## Problem statement
Whenever a line in the listing below holds the string "buttons", include it in the count. Say how many such lines there are and nothing more.

## Records shown
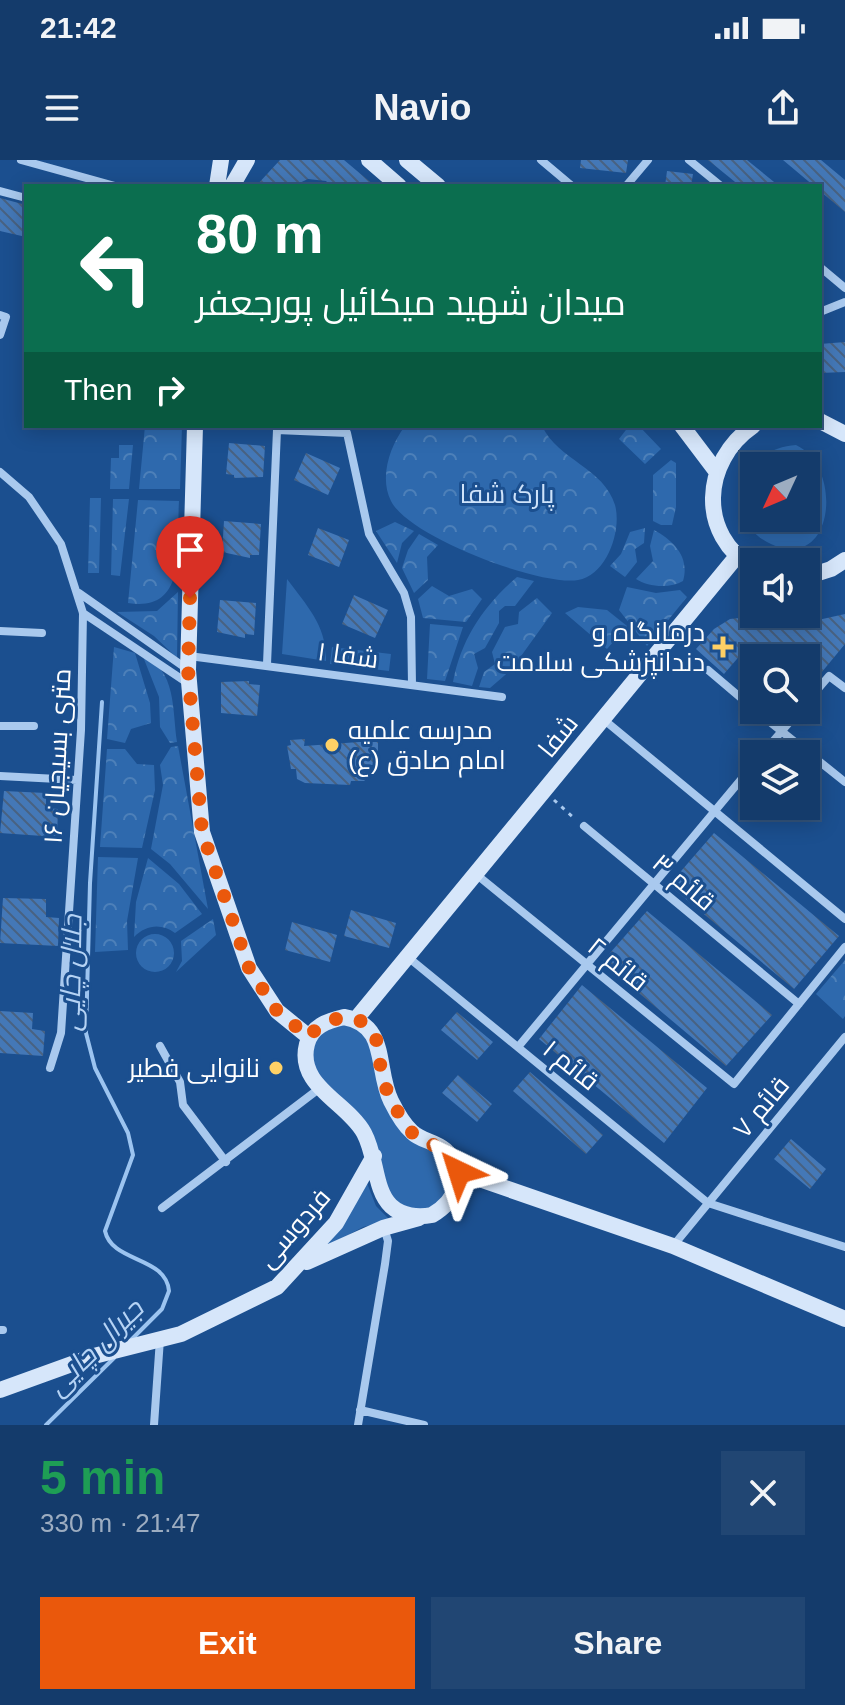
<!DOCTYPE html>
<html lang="en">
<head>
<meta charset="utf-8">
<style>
	body { margin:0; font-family:Arial,Cairo,sans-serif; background:#214673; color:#f1f3f6; height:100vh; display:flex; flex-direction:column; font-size:30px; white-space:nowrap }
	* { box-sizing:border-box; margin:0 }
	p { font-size:26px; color:#9dadc1 }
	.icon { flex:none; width:44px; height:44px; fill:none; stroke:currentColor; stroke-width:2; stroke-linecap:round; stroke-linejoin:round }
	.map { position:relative; height:1265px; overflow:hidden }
	.details { display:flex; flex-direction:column; background:#143b6b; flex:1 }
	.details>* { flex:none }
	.guide { position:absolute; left:24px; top:24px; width:798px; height:244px; border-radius:0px; box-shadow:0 4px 20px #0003,0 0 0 2px #33557e; background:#0b6e4f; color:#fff; overflow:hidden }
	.needle { width:52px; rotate:226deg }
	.buttons { position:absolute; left:740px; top:292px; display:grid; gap:16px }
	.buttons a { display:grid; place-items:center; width:80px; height:80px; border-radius:0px; background:#143b6b; box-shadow:0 4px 20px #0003,0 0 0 2px #33557e; font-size:40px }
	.pin { position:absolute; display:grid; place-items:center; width:68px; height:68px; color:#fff; margin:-82px -34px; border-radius:50% 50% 50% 0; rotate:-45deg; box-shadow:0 0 8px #0007 }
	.pin .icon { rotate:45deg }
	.me { position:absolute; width:88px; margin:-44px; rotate:319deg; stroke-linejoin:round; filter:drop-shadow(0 0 6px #0008) }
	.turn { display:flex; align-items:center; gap:28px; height:168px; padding:0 40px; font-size:36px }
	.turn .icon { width:104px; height:104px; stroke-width:2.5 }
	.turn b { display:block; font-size:56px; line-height:68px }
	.then { display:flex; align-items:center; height:76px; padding:0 40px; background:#0003; gap:16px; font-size:30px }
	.round { display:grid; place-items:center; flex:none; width:84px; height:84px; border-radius:0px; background:#214673 }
	.summary { display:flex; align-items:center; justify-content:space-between; height:136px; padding:0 40px }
	h1 { font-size:48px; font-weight:700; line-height:60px; color:#1e9e55 }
	.button { display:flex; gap:16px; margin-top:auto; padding:16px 40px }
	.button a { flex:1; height:92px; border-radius:0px; background:#ea580c; color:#fff; font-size:32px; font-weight:700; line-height:92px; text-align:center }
	.button a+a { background:#214673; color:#f1f3f6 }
	.status { display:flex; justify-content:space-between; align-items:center; height:56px; padding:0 40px; background:#143b6b; direction:ltr }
	.status svg { height:22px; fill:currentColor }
	header { display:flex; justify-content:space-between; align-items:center; height:104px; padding:0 40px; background:#143b6b; font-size:36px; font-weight:700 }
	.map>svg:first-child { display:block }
</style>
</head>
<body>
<div class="status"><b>21:42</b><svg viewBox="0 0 49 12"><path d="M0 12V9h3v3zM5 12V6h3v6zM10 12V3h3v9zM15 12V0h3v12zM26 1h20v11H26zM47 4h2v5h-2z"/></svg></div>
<header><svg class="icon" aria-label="menu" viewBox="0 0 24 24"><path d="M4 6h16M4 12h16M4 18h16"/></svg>Navio<svg class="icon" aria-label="share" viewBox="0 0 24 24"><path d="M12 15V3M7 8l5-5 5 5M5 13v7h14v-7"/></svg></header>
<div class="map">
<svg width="845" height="1265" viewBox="0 0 845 1265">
	<defs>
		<pattern id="forest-crowns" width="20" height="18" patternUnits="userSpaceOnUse" patternTransform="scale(2)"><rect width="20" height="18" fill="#2e69ad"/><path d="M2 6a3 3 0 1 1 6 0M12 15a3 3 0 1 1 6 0" fill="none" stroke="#4d80b9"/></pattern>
		<pattern id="building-back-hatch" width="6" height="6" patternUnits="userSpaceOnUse" patternTransform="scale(2)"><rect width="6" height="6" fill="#4478b7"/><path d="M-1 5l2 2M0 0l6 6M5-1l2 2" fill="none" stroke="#486282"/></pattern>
	</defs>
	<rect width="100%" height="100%" fill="#1b4f8f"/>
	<path fill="#2e69ad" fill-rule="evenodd" d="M796,285C845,308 834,418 767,382C755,376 744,363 742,349C734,311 761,288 796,285ZM806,306V358H754V306Z
		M287,419C307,446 327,466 326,501L282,494Z
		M332,487L391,494L389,511L330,504Z
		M341,861L365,868L389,943L438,988L455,1010L442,1044L418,1052L391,1041L381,1003L312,916L311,881Z
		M367,1023L376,1046L390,1060L363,1067L322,1089Z"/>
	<path fill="url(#forest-crowns)" d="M145,266H182L180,329H139Z
		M405,266H542C558,300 604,308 615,345C622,370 607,415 578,420C539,426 409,377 391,341C379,317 390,286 405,266Z
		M629,266H639L661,289L645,304L619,279Z
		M119,285H133L129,329H110L111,298H119Z
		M671,300L676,303V347L672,365H661L653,361V315Z
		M90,338H101L99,413H88Z
		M113,339H129L120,416L111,415Z
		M138,340L179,341C176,382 190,453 128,443Z
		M395,362L414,371L402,383L397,403L376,371Z
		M645,368L644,383L635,389L637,402L625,417L610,406L621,394L630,372Z
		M654,370C674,381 690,397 683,421C670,429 648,427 636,419L653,401L650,386Z
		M419,374L438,385L427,397L428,420L414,433L402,408L408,390Z
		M517,417L534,421L515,446H505L499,451V463L485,488L474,494L478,508L472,526L453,522C461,479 484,445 517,417Z
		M432,426L449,436L472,429L482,439L466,462L423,458L418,439Z
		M627,427L656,433L680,430L687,437L647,486L619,450Z
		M178,432L177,498L154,476L117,452L157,451Z
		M537,438L552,453L511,510L490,528L479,527L484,512L495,504L492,492L505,467L518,464L519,452Z
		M578,447L607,450L627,466L607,489L565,453Z
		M430,464L463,467L445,521L427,519Z
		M114,487L135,493L150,543L151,563L131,569L125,583L107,579Z
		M142,494C177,511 172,549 177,582L170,583L160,567L159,537Z
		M178,586L208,749L170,704L151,689L163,625L160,605L171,587Z
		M107,589H125L137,604L154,605L155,630L142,688L100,687Z
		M98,697L138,698L127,761L128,790L95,792Z
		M148,698L179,724L202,754L175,773C161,763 146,765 134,777L136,742Z
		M213,759L216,775L176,812L182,801L181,781Z
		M136 793a19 19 0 1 1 38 0a19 19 0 1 1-38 0Z
		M845,800V856L843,859L816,834Z"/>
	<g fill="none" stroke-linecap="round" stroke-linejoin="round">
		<path stroke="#9cc4f0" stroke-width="4" d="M102,542L90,723L86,873L95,908L128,973L133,995L105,1071C112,1103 166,1096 169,1131L162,1149L131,1180
			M46,1265L114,1198"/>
	</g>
	<path fill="url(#building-back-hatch)" d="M280,0H344L375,26H331L326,21L308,19L293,26H256Z
		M581,0H628L626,13L580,8Z
		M708,0H747L779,26H740Z
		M783,0H821L845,20V52L820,31V26H814Z
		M667,11L693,14L691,26H665Z
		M0,38L26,45V77L0,71Z
		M845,182V212L820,213V184Z
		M229,283L265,286L263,317L234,318V315L226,314Z
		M306,293L340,308L328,335L294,320Z
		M224,361L261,364L259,395H250V398L222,392Z
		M318,368L349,380L339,407L308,395Z
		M354,435L388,450L375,478L342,464Z
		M220,440L256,443L254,475L245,474V478L217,472Z
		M845,454V484L812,524L806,519V498H763L749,485L724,514L696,489L714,469L730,459L748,457L783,463L809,462Z
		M249,521V524L260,525L257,556L221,553V522Z
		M359,576H374V581H378V597H375V605H370V615L364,621H351L350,625L305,623L297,619L296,609H291L287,586L291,585L290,580L305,579L304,586L359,582Z
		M4,631L46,633V648L58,649L57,677L0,673Z
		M714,673L839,776L794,829L669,725Z
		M3,738L46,739V757L59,758L58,786L0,783Z
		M351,750L396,763L389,788L344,776Z
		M647,751L772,855L726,906L602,802Z
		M292,762L337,775L330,802L285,790Z
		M582,825L707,928L664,983L539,879Z
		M0,851L33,853L32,869L45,871L43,896L0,893Z
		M457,852L493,882L477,900L441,870Z
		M530,912L603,975L586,994L513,931Z
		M458,915L492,944L477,962L442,933Z
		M791,979L826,1009L810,1029L774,999Z"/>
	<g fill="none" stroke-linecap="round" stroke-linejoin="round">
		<path stroke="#a9c9ee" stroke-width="3" stroke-dasharray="4 6" stroke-linecap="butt" d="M554,640L575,659"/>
		<path stroke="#a9c9ee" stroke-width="8" d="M21,0L115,26
			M541,0L572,26
			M689,0L721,26
			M626,26L648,0
			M0,31L26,38
			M820,107L845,128
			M820,152L845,142
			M0,155L6,157L0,175
			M0,312L29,337L61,384L83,453L81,570L61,873L50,908
			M79,433L187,509
			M83,453L189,524
			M0,471L42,473
			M189,496L502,537
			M267,504L277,270L347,273L369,374L404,433L411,457L412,525
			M708,510L754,549
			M806,543L829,516L845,528
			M755,550L845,622
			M603,559L845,759
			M0,566H34
			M762,594L800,550
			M0,616L77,620
			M584,666L799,844
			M477,715L734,924L845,787
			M409,798L708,1043L845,1087
			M160,886L180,922L183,945L226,1002
			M518,887L754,604
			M162,1048L320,928
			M673,1086L845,877
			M0,1170H3
			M360,1250L424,1265
			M154,1265L160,1179
			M358,1265L385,1104L388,1081L384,1068"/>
		<path stroke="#d6e6fa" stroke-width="16" d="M369,0L399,26
			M407,0L438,26
			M217,26L221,0
			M232,26L247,0
			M820,261L845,274
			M195,266L188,510L202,672L249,808L277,851L309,877
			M682,266L716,311
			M753,266C702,301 697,375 754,408
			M806,417L831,409L845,400
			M344,857C389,865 375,908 391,941C396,951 404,965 412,972C421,981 435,981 445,990C470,1012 456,1041 432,1055C418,1058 402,1056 391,1046C374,1030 377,997 364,973C347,942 296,926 307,884C312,866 327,861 344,857Z
			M356,859L737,396
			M459,1012L673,1086L845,1159
			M307,1102L383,1068L419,1058
			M0,1230L94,1196L181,1174L277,1127L336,1063L374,996"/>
	</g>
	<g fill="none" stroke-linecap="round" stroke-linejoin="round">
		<path stroke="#ea580c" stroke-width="14" stroke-dasharray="0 25.2" d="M190,438L188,510L202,672L249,808L277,851L309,877C324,856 362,847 375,877C382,891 378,905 383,919C388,937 398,953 409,969C424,989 441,977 459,1012"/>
	</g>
	<g fill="#ffd166" stroke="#1b4f8f" stroke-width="3">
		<path d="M719 475h8v8h8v8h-8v8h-8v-8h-8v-8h8z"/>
		<circle cx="332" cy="585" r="8"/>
		<circle cx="276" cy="908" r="8"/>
	</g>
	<g text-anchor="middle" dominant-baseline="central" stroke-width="6" stroke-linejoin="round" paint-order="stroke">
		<g font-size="26" fill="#cfe3fa" stroke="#1b4f8f">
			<text x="507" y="334">پارک شفا</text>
		</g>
		<g font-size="26" fill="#fff" stroke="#1b4f8f" text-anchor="end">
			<text x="705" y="472">درمانگاه و<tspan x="705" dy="30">دندانپزشکی سلامت</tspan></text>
			<text x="348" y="570" text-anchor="start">مدرسه علمیه<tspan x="348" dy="30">امام صادق (ع)</tspan></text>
			<text x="260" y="908">نانوایی فطیر</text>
		</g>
		<g font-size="26" fill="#fff" stroke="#1b4f8f">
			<text transform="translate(348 495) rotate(8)">شفا ۱</text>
			<text transform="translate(558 576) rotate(-51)">شفا</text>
			<text transform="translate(57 596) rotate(-87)">۱۶ متری بسیجیان</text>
			<text transform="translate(684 722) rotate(40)">قائم ۳</text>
			<text transform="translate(618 804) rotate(39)">قائم ۲</text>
			<text transform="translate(571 905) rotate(39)">قائم ۱</text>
			<text transform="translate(761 947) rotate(-50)">قائم ۷</text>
			<text transform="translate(294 1068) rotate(-49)">فردوسی</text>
		</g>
		<g font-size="28" font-style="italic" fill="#b5d3f5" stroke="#1b4f8f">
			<text transform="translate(71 813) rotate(-89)">جلال چایی</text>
			<text transform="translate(95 1187) rotate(-45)">جیرال چایی</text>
		</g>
	</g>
</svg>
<div class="buttons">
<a><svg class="needle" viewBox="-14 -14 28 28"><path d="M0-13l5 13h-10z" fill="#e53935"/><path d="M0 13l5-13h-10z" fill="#9dadc1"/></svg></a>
<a><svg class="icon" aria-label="sound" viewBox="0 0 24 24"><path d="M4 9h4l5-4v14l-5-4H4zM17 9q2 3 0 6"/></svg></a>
<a><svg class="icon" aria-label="search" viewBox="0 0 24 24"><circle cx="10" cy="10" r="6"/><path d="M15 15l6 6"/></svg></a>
<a><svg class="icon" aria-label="layers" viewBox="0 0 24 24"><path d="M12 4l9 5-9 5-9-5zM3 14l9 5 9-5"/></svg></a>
</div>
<div class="pin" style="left:190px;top:438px;background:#d93025"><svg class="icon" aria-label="arrive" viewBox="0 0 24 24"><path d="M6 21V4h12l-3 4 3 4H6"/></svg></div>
<svg class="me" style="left:459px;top:1012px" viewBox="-20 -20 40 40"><path d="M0-17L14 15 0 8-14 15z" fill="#ea580c" stroke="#fff" stroke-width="4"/></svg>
<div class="guide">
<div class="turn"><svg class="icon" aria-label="left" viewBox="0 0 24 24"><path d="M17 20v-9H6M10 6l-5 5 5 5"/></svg><div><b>80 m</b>میدان شهید میکائیل پورجعفر</div></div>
<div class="then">Then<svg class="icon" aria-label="right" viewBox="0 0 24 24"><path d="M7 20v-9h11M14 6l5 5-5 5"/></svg></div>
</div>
</div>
<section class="details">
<div class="summary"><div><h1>5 min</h1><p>330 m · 21:47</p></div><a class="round"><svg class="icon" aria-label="close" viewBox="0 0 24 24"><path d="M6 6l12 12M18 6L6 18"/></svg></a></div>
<div class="button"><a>Exit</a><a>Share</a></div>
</section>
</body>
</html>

## Answer box
3